# Transom/Beam width question before I start cutting my hull



## FireTurtle (Apr 27, 2019)

Ok, I'm about to start cutting a fiberglass hull that I have to modify it into a skinny skiff. My goal is to widen the entire back half of the hull to at least match the beam in the middle of the hull where it is the widest. It only has a 48" beam in the middle. I also have to make the rear as of the hull as deep as the middle too. I added some pics of the hull. The blue tape lines are where I have to make all the cuts that I have to make to widen & deepen the rear. Also to extend the V shape all the way to the rear to create a shallow V in the back half. 

My question is can I go wider than the beam is in the middle? Most of the skiffs on here that I see are the same beam or slightly narrower at the rear. I assume that's for better turning while polling & top end performance on plane.

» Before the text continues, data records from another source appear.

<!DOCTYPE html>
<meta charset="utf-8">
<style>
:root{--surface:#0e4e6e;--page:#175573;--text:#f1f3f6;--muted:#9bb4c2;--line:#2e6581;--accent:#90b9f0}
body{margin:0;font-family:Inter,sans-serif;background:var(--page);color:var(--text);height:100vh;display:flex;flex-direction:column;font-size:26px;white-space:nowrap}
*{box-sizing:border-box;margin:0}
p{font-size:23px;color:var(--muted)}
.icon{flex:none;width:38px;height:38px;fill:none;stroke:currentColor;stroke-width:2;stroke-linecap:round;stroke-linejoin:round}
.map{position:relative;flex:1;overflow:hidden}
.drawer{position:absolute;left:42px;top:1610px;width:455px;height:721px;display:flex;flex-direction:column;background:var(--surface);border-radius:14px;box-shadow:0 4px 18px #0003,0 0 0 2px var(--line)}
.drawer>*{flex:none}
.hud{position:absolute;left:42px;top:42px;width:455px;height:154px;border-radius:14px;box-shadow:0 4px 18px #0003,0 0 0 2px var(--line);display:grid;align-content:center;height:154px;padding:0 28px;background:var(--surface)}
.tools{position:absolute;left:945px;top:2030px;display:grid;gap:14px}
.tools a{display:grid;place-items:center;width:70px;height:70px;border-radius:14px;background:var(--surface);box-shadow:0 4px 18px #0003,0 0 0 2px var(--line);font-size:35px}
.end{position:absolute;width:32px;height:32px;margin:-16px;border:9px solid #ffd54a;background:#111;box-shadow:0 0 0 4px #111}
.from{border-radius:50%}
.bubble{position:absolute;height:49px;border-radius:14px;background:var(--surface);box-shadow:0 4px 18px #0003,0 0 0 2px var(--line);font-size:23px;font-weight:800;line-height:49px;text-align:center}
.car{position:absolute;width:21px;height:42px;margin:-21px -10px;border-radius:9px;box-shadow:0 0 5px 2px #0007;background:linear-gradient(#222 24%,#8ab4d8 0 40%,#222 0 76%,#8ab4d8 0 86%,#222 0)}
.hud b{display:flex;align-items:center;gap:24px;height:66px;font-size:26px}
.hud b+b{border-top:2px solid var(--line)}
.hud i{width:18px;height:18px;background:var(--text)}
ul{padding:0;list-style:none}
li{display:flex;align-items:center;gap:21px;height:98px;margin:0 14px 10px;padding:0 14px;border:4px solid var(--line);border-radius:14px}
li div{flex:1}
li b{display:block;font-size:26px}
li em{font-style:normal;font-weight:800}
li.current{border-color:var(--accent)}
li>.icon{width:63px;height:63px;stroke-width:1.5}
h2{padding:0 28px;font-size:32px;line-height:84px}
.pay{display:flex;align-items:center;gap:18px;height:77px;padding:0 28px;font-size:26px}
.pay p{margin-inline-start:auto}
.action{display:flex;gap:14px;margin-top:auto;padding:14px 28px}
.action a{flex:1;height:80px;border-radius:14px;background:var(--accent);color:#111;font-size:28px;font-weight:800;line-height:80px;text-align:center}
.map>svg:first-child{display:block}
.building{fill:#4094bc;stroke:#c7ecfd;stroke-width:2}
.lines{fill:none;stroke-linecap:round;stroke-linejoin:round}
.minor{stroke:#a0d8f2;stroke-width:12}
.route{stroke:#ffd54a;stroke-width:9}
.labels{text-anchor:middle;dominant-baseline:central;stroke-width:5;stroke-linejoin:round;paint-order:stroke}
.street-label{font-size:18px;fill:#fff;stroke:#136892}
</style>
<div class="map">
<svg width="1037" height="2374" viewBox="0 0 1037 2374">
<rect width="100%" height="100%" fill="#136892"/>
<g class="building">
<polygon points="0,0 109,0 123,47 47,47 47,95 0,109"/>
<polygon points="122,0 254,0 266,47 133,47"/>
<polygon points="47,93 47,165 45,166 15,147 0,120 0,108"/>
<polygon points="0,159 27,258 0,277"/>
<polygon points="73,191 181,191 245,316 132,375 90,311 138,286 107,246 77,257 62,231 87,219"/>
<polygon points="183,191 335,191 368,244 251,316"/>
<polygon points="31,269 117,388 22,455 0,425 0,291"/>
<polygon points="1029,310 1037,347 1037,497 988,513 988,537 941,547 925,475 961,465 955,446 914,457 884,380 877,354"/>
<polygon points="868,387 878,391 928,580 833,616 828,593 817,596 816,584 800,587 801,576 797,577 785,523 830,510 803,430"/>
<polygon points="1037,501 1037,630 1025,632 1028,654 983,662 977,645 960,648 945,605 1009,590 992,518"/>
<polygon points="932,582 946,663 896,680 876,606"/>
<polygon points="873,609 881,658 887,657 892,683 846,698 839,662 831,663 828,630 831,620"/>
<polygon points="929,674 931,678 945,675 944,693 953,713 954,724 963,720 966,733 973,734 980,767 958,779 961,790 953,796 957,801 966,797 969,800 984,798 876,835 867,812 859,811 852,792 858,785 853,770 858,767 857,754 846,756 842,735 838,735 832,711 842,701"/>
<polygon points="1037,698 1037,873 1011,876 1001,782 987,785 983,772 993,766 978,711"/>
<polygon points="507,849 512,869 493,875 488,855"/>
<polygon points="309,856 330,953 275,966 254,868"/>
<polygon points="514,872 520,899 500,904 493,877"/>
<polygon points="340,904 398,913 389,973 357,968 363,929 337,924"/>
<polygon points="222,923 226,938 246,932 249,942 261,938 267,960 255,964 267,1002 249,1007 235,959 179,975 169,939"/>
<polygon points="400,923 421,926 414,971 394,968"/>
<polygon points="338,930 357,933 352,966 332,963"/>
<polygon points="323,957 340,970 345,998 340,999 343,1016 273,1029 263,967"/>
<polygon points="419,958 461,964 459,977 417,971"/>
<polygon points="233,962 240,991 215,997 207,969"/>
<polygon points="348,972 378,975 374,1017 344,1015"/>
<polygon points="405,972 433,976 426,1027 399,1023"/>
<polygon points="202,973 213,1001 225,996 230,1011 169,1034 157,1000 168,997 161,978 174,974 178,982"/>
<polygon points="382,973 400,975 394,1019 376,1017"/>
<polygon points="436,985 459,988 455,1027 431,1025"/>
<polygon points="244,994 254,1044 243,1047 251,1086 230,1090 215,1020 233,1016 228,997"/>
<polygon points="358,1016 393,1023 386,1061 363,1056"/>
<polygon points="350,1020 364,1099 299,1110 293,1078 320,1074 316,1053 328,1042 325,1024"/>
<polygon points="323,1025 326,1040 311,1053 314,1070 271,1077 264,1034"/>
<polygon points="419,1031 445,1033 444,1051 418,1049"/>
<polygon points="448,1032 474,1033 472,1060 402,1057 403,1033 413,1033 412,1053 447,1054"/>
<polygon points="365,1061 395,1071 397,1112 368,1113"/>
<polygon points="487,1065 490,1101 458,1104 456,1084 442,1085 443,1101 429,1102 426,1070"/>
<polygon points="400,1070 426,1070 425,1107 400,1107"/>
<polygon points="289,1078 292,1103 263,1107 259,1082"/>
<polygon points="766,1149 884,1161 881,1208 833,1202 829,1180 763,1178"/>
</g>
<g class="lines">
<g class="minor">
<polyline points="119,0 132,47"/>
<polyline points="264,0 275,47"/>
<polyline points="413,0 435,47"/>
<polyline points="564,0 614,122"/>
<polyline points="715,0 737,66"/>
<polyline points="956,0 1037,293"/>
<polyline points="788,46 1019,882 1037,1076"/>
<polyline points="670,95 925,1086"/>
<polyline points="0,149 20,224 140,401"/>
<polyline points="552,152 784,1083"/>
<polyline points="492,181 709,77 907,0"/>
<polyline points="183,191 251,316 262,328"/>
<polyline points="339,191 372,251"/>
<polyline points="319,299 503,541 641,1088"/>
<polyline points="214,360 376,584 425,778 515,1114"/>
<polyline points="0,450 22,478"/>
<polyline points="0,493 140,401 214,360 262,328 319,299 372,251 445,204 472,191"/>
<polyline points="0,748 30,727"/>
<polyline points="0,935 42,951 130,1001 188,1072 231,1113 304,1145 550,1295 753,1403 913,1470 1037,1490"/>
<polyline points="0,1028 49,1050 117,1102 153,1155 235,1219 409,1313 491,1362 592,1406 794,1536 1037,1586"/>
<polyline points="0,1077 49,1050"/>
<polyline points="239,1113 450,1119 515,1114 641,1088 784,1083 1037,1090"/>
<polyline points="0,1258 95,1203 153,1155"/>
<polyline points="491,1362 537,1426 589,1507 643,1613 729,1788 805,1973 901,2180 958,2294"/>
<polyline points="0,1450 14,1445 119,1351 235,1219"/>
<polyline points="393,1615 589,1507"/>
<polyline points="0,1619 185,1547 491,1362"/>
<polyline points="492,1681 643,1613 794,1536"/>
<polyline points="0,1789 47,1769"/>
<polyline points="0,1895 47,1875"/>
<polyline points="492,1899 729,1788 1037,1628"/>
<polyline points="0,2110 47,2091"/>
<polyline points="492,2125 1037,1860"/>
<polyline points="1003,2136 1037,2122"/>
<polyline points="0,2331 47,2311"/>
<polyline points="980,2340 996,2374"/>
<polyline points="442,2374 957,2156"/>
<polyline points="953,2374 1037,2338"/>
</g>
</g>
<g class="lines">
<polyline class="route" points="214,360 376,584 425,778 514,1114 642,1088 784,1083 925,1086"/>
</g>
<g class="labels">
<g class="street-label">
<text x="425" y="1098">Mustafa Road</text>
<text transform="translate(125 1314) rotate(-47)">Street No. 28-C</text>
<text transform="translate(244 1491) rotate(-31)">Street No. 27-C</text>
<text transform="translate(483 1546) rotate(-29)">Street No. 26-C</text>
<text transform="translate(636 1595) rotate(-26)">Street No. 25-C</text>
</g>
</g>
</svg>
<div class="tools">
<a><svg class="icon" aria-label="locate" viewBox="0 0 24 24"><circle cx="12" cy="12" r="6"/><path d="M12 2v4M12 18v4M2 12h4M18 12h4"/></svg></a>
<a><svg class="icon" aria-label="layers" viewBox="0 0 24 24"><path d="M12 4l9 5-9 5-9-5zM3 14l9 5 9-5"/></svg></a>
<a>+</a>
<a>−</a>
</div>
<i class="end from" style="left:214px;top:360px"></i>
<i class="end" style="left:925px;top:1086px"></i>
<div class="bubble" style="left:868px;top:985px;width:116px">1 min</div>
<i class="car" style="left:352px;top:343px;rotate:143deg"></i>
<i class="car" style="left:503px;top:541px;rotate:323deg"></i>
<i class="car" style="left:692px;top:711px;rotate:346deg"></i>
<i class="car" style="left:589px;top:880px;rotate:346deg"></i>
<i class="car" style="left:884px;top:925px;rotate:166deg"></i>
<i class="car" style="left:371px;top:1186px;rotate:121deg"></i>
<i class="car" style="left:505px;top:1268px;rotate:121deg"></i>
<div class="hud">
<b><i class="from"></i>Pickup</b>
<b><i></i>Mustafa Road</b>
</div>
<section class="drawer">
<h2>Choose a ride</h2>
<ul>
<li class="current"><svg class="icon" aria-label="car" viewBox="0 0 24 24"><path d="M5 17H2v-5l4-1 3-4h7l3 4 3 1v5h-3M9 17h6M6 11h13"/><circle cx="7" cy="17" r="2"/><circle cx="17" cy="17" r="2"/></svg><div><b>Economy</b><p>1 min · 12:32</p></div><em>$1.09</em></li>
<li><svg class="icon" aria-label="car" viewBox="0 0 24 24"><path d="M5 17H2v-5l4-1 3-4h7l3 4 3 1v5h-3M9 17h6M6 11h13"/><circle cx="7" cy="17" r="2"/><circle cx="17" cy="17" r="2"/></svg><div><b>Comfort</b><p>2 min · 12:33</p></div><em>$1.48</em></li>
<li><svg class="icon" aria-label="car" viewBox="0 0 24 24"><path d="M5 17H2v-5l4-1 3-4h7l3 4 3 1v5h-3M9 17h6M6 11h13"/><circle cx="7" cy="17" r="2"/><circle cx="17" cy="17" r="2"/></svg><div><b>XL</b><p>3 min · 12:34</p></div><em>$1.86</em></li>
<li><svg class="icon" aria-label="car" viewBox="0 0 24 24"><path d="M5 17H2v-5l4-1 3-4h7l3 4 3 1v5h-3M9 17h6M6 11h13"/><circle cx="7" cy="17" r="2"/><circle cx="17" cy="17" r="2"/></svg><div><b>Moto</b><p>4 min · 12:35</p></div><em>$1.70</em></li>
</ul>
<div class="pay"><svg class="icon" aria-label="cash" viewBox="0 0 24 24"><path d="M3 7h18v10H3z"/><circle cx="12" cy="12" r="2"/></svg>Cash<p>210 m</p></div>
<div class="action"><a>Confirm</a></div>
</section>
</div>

Can I make the stern slightly wider than the middle where it's 48"or will this have some disastrous effect while moving under power?


----------



## FireTurtle (Apr 27, 2019)

I didn't know if this should be posted here or in the general discussion.


----------



## Smackdaddy53 (Dec 31, 2012)

Is that a sailboat?


----------



## Guest (Jul 25, 2019)

Nothing positive to add. I am sorry, but you are about to embark on a costly mistake! Why not just buy a set of plans and start from scratch so you build something that is proven? CM designs some great skiffs! I can draw up a set of plans for you as well and from a price point you won’t be anymore out of pocket than re designing this into a failure.

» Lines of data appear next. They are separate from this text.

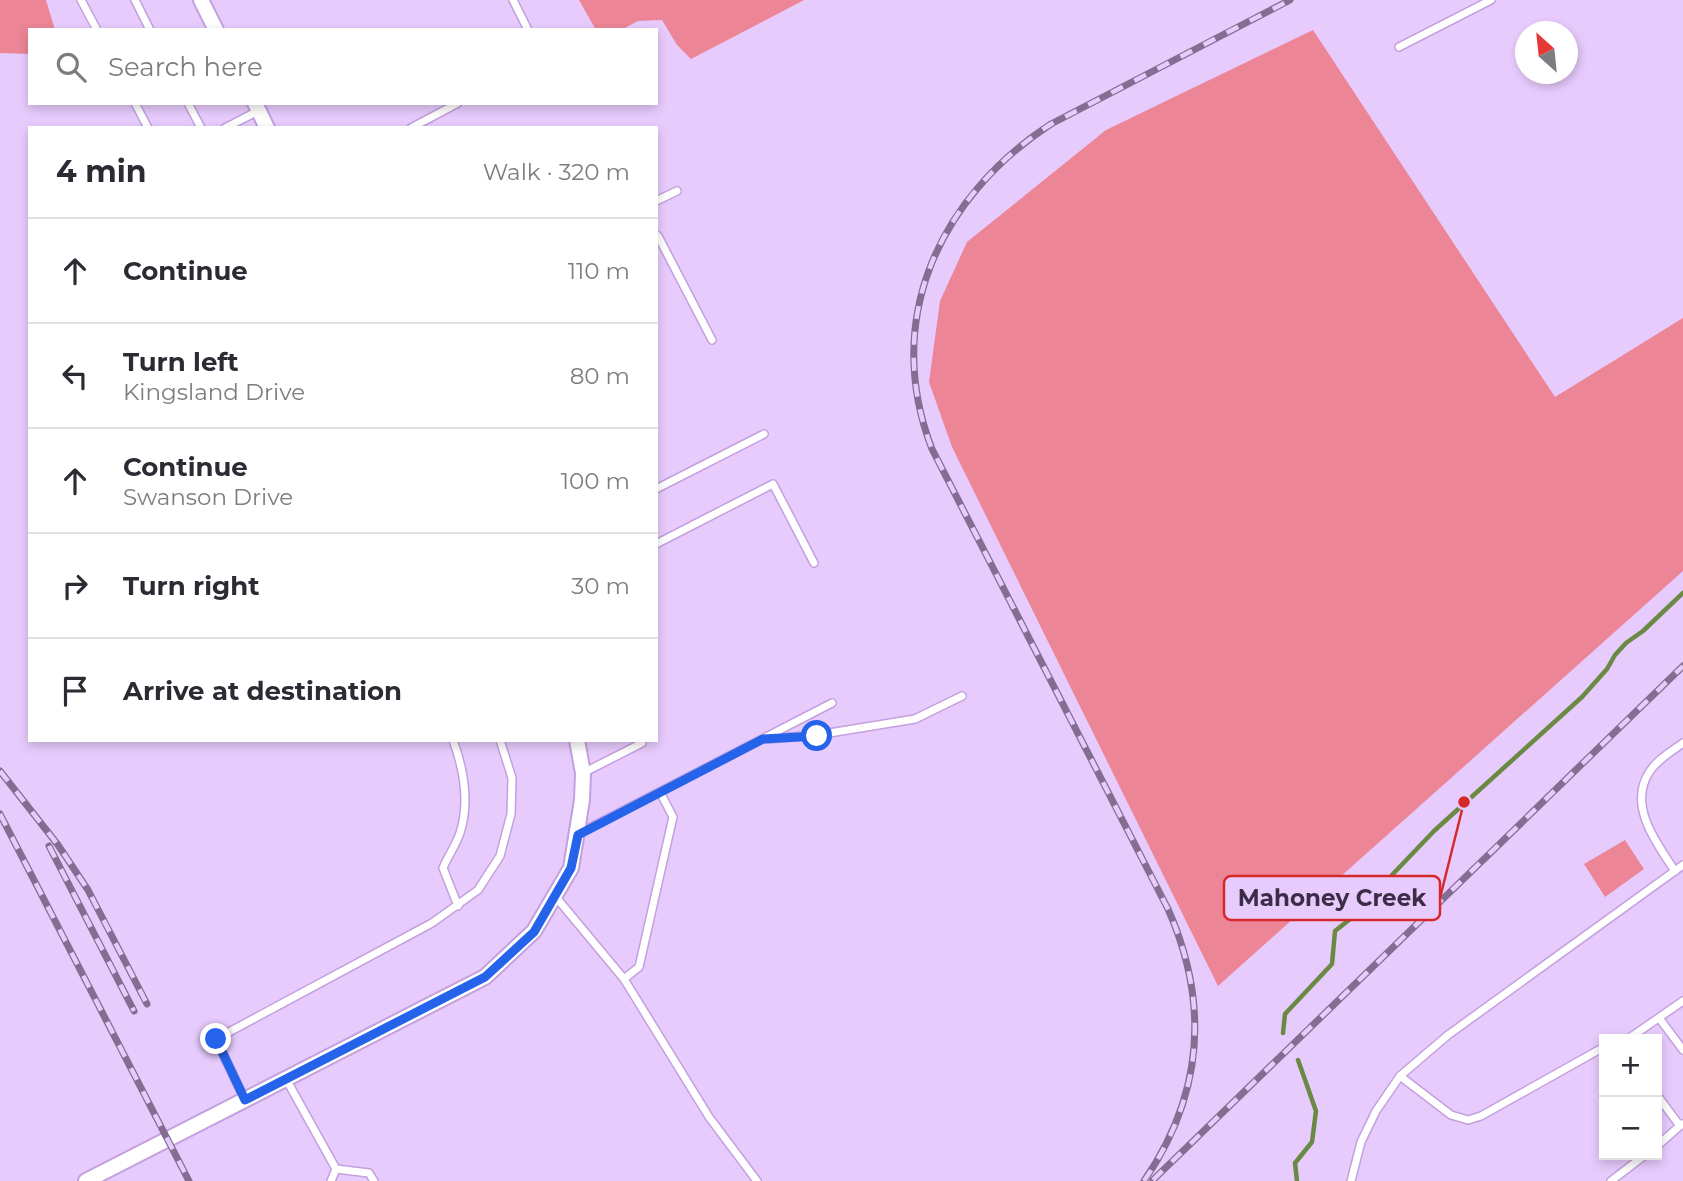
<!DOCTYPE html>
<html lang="en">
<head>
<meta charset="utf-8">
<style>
	:root { --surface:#fff; --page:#f7f7f7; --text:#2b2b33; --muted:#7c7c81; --line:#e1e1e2 }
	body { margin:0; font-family:Montserrat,sans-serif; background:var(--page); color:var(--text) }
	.controls { position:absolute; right:21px; bottom:21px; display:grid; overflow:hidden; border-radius:0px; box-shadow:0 4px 10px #0003 }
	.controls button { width:63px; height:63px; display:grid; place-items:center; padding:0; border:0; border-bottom:2px solid var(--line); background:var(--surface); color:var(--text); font:35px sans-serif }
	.compass { position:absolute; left:1515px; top:21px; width:63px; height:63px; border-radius:50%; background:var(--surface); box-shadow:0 4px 10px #0003; rotate:333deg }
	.stop { position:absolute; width:21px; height:21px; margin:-16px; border:5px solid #2563eb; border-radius:50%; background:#fff }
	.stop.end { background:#2563eb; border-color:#fff; box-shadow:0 2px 7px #0008 }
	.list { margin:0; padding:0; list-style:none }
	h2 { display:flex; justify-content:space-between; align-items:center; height:91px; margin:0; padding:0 28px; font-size:30px }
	h2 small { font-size:23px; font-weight:400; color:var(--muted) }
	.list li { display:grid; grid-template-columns:46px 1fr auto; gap:21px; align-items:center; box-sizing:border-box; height:105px; padding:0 28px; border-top:2px solid var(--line) }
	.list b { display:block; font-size:26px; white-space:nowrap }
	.list p { margin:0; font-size:23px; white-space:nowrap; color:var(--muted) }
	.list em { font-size:23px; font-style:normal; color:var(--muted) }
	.icon { flex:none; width:38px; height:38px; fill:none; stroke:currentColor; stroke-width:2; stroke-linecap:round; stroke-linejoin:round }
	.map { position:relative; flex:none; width:1683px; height:1181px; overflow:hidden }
	.search { position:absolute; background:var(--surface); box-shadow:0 4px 10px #0003; left:28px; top:28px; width:630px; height:77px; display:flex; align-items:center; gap:18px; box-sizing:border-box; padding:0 24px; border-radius:0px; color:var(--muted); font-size:26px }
	.panel { position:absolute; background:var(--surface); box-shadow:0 4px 10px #0003; left:28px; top:126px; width:630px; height:616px; border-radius:0px }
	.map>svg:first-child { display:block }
	.green { fill:#ec8596 }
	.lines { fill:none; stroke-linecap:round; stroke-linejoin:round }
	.stream { stroke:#6a8942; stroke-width:4.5 }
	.service-casing { stroke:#c3a0de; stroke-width:10 }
	.minor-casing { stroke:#c3a0de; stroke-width:18 }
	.service { stroke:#fff; stroke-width:7 }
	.minor { stroke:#fff; stroke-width:14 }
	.rail-casing { stroke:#836e92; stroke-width:7 }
	.rail { stroke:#e7cbfd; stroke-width:4.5; stroke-dasharray:13; stroke-linecap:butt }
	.route { stroke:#2563eb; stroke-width:9 }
	.leader { fill:none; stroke:#d62828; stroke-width:2.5 }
	.callout-dot { fill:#d62828; stroke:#e7cbfd; stroke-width:2.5 }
	.callout { fill:#e7cbfd; stroke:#d62828; stroke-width:2.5 }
	.callout-label { font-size:23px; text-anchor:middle; font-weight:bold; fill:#3c2d46 }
</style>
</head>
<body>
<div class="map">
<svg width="1683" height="1181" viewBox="0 0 1683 1181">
	<rect width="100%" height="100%" fill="#e7cbfd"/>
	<g class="green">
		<polygon points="0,0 46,0 55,30 30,30 29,54 0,53"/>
		<polygon points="579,0 804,0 691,59 677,45 662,20 638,21 621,30 596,30"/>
		<polygon points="1313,30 1555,397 1683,318 1683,571 1218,986 952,447 929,382 940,301 967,242 1106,130"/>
		<polygon points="1625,840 1644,869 1605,897 1584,864"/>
	</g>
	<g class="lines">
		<g class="stream">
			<polyline points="1283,1033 1285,1014 1332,964 1335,931 1373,901 1392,875 1434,831 1582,697 1607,669 1615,655 1626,643 1643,631 1683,593"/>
			<polyline points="1297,1181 1295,1163 1312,1142 1316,1111 1298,1060"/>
		</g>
		<g class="service-casing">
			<g id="service">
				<polyline points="81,0 97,30"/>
				<polyline points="135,0 150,30"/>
				<polyline points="513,0 528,30"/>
				<polyline points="1399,47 1491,0"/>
				<polyline points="135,103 148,128"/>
				<polyline points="188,103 201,128"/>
				<polyline points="225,128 258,111"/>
				<polyline points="411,128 458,103"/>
				<polyline points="656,201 677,191"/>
				<polyline points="656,237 658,236 712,340"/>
				<polyline points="656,489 764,434"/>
				<polyline points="656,544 773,484 814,563"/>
				<polyline points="767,739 817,735 915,719 962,696"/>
				<path d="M453,740C464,770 470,802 460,833C456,845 448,856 443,868L458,906"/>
				<polyline points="583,773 642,743 641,740"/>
				<polyline points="578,834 832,703"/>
				<path d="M1675,871C1656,843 1627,804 1650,771C1658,759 1672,751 1683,743"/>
				<polyline points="555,896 624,979 709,1117 757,1181"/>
				<polyline points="624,979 639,967 673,817 660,792"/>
				<polyline points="1659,1018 1683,1050"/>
				<polyline points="1628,1039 1683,1001"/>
				<polyline points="1400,1076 1451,1115 1468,1120 1481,1116 1604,1047"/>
				<polyline points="286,1079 336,1169"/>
				<polyline points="1657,1095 1680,1126"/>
				<polyline points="245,1100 216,1039 432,923 478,890 500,856 511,814 512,778 500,740"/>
				<polyline points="1657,1146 1682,1124"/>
				<polyline points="336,1169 369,1173 374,1181"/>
				<polyline points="331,1181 336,1169"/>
				<polyline points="1351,1181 1361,1142 1376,1111 1400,1076 1448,1035 1683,865"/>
				<polyline points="1611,1181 1645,1155"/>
			</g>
		</g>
		<g class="minor-casing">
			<g id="minor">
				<polyline points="201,0 216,30"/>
				<polyline points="255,103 267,128"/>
				<polyline points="86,1181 485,977 534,931 571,868 582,800 583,773 577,740"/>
			</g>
		</g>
		<use href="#service" class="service"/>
		<use href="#minor" class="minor"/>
		<g class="rail-casing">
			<g id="rail">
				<polyline points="0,771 58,845 88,890 147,1004"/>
				<polyline points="0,814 189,1181"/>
				<polyline points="49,846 134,1011"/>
				<polyline points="1153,1180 1683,666"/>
				<path d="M1144,1181C1203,1095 1210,1004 1168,909L932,449C882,320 939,197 1051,124L1290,0"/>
			</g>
		</g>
		<use href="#rail" class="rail"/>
	</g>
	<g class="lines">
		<polyline class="route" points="216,1039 245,1100 485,977 534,932 571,868 578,835 763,739 817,736"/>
	</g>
	<path class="leader" d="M1464 802L1440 898"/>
	<circle class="callout-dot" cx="1464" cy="802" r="7"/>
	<rect class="callout" x="1224" y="876" width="216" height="44" rx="7"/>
	<g class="callout-label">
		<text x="1332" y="906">Mahoney Creek</text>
	</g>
</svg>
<div class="controls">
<button>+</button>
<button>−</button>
</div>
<svg class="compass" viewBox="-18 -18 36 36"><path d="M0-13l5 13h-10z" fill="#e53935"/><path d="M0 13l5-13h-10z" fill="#7c7c81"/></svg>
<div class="stop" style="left:817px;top:736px"></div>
<div class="stop end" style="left:216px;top:1039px"></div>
<div class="search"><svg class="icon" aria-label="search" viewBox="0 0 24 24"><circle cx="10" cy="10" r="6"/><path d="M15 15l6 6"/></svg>Search here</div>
<section class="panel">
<h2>4 min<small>Walk · 320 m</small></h2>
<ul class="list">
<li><svg class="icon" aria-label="ahead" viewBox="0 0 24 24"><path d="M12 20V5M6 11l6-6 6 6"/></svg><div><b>Continue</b></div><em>110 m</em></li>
<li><svg class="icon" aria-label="left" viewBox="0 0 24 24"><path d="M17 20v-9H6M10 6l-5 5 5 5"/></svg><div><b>Turn left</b><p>Kingsland Drive</p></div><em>80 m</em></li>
<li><svg class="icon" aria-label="ahead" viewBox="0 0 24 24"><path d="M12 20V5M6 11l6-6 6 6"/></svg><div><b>Continue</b><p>Swanson Drive</p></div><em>100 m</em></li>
<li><svg class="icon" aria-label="right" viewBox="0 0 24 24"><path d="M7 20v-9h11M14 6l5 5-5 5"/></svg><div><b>Turn right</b></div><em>30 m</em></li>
<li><svg class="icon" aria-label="arrive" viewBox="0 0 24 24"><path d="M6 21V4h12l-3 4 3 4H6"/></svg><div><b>Arrive at destination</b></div></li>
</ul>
</section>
</div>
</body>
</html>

Also, the taper on that hull looks like it would pole nice as is or slightly modified.


----------



## FireTurtle (Apr 27, 2019)

Yeah, it a good possibly that it's a mistake. I've seen all the other comments about other attempts to modify a sailboat. I'm not real concerned with it being a pretty craft. This is as much of a learning project to repair and modify existing fiberglass before I dive into fixing my VW Dune buggy body. I can't afford to make mistakes on that project on this one I can. I'm basically going to turn it into something that falls between an SK14 or Ambush. Aiming for something low speed, light weight that I can carry, drag a decent distance & mount on the top of my blazer if necessary. It also has to be able to fit sideways through the tiny gate to my backyard.


----------



## FireTurtle (Apr 27, 2019)

I have a $100 into it & that included renting a U-haul & the gas to go get it. My other options that would fit through the gate that I can put a motor on were buying a new flat back canoe or a new aluminum flat bottom so I could get a title in Tx. Neither of those would afford me the chance to practice working with fiberglass though. At some point down the road, I want to build on of CM's Conchfish skiffs when I have a garage or shop with enough space that I can do that in & also a place to park it.


----------



## firecat1981 (Nov 27, 2007)

The transoms usually narrow to help with handling and flow characteristics. If you widen it it may not track well. If its wider at the transom then midship it can actually get dangerous in turns I think, and will most likely not track right.
You'll also have a big fight on your hands as you try to increase the deadrise and depth of the stern as the glass is already set. Most would just cut it all out and build it new, or start from scratch so you don't waste your time and money.
If you want to learn to glass maybe start with a small project? Build a cooler, or live well, or gauge pod for the dunes buggy. I only say this as there have been dozens of guys on here who tried to convert sailboats, but I can't remember one that was happy with the results.


----------



## DuckNut (Apr 3, 2009)

Years ago there was a guy on here that had one of the gheenoe variants which had the narrow transom. When he added a 4stroke it squatted real bad.

He decided to do what you are thinking and in the end he cut it up and threw it in the trash can.

The hull will never straighten out as that is the way it came out of the mold. Once you cut the blue tape that hull is going to twist and you will never get it straight again.

Live with the way it is, buy a gheenoe as it will fit through the gate, or start a new build. Forget this project.


----------



## anytide (Jul 30, 2009)

do it...


----------



## Guest (Jul 26, 2019)

anytide said:


> do it...


You just wanna see him hack it up and throw it away


----------



## anytide (Jul 30, 2009)

turtle can do it...
you a bunch a nay nays


----------



## FireTurtle (Apr 27, 2019)

Boatbrains said:


> Also, the taper on that hull looks like it would pole nice as is or slightly modified.


This may be what I do with it then and just use it like a SUP or pirogue. I'm glad that I cut the top off to gut the nearly 200 gallons of waterlogged foam. It took three people to drag & push at the same time to get it back here, but now I doubt that it weighs more than 50 to 60 lbs this way. I can just pick it up and flip it over. It's lighter than any canoe that I've ever picked up.


----------